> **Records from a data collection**
--------------------------------
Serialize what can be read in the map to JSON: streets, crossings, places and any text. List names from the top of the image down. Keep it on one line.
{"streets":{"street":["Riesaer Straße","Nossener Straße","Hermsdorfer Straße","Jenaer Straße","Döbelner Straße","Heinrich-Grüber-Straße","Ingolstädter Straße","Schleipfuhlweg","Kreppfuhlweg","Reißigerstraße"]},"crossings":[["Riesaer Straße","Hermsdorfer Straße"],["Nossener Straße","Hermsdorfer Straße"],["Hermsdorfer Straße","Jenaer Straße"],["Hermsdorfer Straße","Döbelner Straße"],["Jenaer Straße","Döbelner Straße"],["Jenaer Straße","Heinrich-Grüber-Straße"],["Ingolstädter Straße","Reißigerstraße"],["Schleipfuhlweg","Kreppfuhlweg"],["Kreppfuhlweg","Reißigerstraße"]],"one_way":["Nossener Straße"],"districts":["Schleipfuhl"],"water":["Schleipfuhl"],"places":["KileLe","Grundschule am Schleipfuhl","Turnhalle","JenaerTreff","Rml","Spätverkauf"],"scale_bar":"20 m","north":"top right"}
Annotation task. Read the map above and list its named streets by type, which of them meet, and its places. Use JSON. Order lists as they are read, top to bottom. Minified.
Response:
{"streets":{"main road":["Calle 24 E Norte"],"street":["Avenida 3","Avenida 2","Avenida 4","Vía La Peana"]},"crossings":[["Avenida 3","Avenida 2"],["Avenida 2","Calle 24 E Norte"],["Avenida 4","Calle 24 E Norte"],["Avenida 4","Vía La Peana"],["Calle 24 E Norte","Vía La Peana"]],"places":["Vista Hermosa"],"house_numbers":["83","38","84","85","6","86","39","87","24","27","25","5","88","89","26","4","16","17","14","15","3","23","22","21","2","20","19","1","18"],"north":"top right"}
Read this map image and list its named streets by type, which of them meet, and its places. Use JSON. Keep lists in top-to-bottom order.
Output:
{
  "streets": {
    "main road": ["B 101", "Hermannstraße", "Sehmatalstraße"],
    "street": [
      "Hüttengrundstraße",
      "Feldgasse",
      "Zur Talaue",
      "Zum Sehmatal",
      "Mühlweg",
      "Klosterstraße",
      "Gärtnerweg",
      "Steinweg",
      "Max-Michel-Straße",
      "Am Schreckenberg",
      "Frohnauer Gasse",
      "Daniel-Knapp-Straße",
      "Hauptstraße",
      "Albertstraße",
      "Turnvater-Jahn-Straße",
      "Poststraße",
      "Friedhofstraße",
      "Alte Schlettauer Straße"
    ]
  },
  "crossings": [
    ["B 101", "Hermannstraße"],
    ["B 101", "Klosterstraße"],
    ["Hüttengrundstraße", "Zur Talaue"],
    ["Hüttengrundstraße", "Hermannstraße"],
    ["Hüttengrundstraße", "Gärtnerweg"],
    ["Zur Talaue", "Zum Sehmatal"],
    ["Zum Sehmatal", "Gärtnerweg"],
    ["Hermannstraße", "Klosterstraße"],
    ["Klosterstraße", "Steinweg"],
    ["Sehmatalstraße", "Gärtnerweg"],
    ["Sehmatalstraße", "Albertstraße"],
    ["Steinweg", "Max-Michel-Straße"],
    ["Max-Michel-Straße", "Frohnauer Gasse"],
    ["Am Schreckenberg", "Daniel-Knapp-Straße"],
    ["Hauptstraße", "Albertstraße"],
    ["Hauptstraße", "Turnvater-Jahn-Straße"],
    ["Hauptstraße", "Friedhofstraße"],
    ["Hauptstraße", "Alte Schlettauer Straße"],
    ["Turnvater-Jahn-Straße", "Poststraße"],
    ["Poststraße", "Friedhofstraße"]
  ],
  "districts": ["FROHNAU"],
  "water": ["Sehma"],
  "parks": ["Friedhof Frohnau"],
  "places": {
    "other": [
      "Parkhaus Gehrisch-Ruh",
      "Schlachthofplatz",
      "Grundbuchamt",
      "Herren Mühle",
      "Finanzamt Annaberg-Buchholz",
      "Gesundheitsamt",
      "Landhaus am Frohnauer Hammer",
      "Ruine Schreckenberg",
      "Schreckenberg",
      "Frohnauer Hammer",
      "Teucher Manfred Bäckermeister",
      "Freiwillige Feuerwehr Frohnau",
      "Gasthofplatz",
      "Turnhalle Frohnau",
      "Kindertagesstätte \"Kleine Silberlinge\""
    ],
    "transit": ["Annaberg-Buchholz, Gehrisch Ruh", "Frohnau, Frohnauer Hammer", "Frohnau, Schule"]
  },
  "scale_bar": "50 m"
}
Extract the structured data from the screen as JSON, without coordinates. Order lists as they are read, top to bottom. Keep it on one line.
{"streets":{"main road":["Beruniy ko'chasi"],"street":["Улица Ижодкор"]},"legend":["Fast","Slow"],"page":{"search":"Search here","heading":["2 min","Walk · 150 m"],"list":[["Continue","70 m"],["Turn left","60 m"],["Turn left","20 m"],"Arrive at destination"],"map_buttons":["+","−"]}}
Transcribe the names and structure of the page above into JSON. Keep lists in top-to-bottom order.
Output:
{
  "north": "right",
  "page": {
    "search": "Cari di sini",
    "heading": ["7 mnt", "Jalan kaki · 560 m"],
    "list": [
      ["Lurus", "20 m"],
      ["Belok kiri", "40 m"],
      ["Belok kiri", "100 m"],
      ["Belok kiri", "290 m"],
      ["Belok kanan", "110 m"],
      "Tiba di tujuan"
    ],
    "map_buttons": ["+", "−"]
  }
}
--------------------------------
> **Action item**
Nothing but an exact repetition of the entries is expected here.

> **Task solution**
Serialize what can be read in the map to JSON: streets, crossings, places and any text. List names from the top of the image down. Keep it on one line.
{"streets":{"street":["Riesaer Straße","Nossener Straße","Hermsdorfer Straße","Jenaer Straße","Döbelner Straße","Heinrich-Grüber-Straße","Ingolstädter Straße","Schleipfuhlweg","Kreppfuhlweg","Reißigerstraße"]},"crossings":[["Riesaer Straße","Hermsdorfer Straße"],["Nossener Straße","Hermsdorfer Straße"],["Hermsdorfer Straße","Jenaer Straße"],["Hermsdorfer Straße","Döbelner Straße"],["Jenaer Straße","Döbelner Straße"],["Jenaer Straße","Heinrich-Grüber-Straße"],["Ingolstädter Straße","Reißigerstraße"],["Schleipfuhlweg","Kreppfuhlweg"],["Kreppfuhlweg","Reißigerstraße"]],"one_way":["Nossener Straße"],"districts":["Schleipfuhl"],"water":["Schleipfuhl"],"places":["KileLe","Grundschule am Schleipfuhl","Turnhalle","JenaerTreff","Rml","Spätverkauf"],"scale_bar":"20 m","north":"top right"}
Annotation task. Read the map above and list its named streets by type, which of them meet, and its places. Use JSON. Order lists as they are read, top to bottom. Minified.
Response:
{"streets":{"main road":["Calle 24 E Norte"],"street":["Avenida 3","Avenida 2","Avenida 4","Vía La Peana"]},"crossings":[["Avenida 3","Avenida 2"],["Avenida 2","Calle 24 E Norte"],["Avenida 4","Calle 24 E Norte"],["Avenida 4","Vía La Peana"],["Calle 24 E Norte","Vía La Peana"]],"places":["Vista Hermosa"],"house_numbers":["83","38","84","85","6","86","39","87","24","27","25","5","88","89","26","4","16","17","14","15","3","23","22","21","2","20","19","1","18"],"north":"top right"}
Read this map image and list its named streets by type, which of them meet, and its places. Use JSON. Keep lists in top-to-bottom order.
Output:
{
  "streets": {
    "main road": ["B 101", "Hermannstraße", "Sehmatalstraße"],
    "street": [
      "Hüttengrundstraße",
      "Feldgasse",
      "Zur Talaue",
      "Zum Sehmatal",
      "Mühlweg",
      "Klosterstraße",
      "Gärtnerweg",
      "Steinweg",
      "Max-Michel-Straße",
      "Am Schreckenberg",
      "Frohnauer Gasse",
      "Daniel-Knapp-Straße",
      "Hauptstraße",
      "Albertstraße",
      "Turnvater-Jahn-Straße",
      "Poststraße",
      "Friedhofstraße",
      "Alte Schlettauer Straße"
    ]
  },
  "crossings": [
    ["B 101", "Hermannstraße"],
    ["B 101", "Klosterstraße"],
    ["Hüttengrundstraße", "Zur Talaue"],
    ["Hüttengrundstraße", "Hermannstraße"],
    ["Hüttengrundstraße", "Gärtnerweg"],
    ["Zur Talaue", "Zum Sehmatal"],
    ["Zum Sehmatal", "Gärtnerweg"],
    ["Hermannstraße", "Klosterstraße"],
    ["Klosterstraße", "Steinweg"],
    ["Sehmatalstraße", "Gärtnerweg"],
    ["Sehmatalstraße", "Albertstraße"],
    ["Steinweg", "Max-Michel-Straße"],
    ["Max-Michel-Straße", "Frohnauer Gasse"],
    ["Am Schreckenberg", "Daniel-Knapp-Straße"],
    ["Hauptstraße", "Albertstraße"],
    ["Hauptstraße", "Turnvater-Jahn-Straße"],
    ["Hauptstraße", "Friedhofstraße"],
    ["Hauptstraße", "Alte Schlettauer Straße"],
    ["Turnvater-Jahn-Straße", "Poststraße"],
    ["Poststraße", "Friedhofstraße"]
  ],
  "districts": ["FROHNAU"],
  "water": ["Sehma"],
  "parks": ["Friedhof Frohnau"],
  "places": {
    "other": [
      "Parkhaus Gehrisch-Ruh",
      "Schlachthofplatz",
      "Grundbuchamt",
      "Herren Mühle",
      "Finanzamt Annaberg-Buchholz",
      "Gesundheitsamt",
      "Landhaus am Frohnauer Hammer",
      "Ruine Schreckenberg",
      "Schreckenberg",
      "Frohnauer Hammer",
      "Teucher Manfred Bäckermeister",
      "Freiwillige Feuerwehr Frohnau",
      "Gasthofplatz",
      "Turnhalle Frohnau",
      "Kindertagesstätte \"Kleine Silberlinge\""
    ],
    "transit": ["Annaberg-Buchholz, Gehrisch Ruh", "Frohnau, Frohnauer Hammer", "Frohnau, Schule"]
  },
  "scale_bar": "50 m"
}
Extract the structured data from the screen as JSON, without coordinates. Order lists as they are read, top to bottom. Keep it on one line.
{"streets":{"main road":["Beruniy ko'chasi"],"street":["Улица Ижодкор"]},"legend":["Fast","Slow"],"page":{"search":"Search here","heading":["2 min","Walk · 150 m"],"list":[["Continue","70 m"],["Turn left","60 m"],["Turn left","20 m"],"Arrive at destination"],"map_buttons":["+","−"]}}
Transcribe the names and structure of the page above into JSON. Keep lists in top-to-bottom order.
Output:
{
  "north": "right",
  "page": {
    "search": "Cari di sini",
    "heading": ["7 mnt", "Jalan kaki · 560 m"],
    "list": [
      ["Lurus", "20 m"],
      ["Belok kiri", "40 m"],
      ["Belok kiri", "100 m"],
      ["Belok kiri", "290 m"],
      ["Belok kanan", "110 m"],
      "Tiba di tujuan"
    ],
    "map_buttons": ["+", "−"]
  }
}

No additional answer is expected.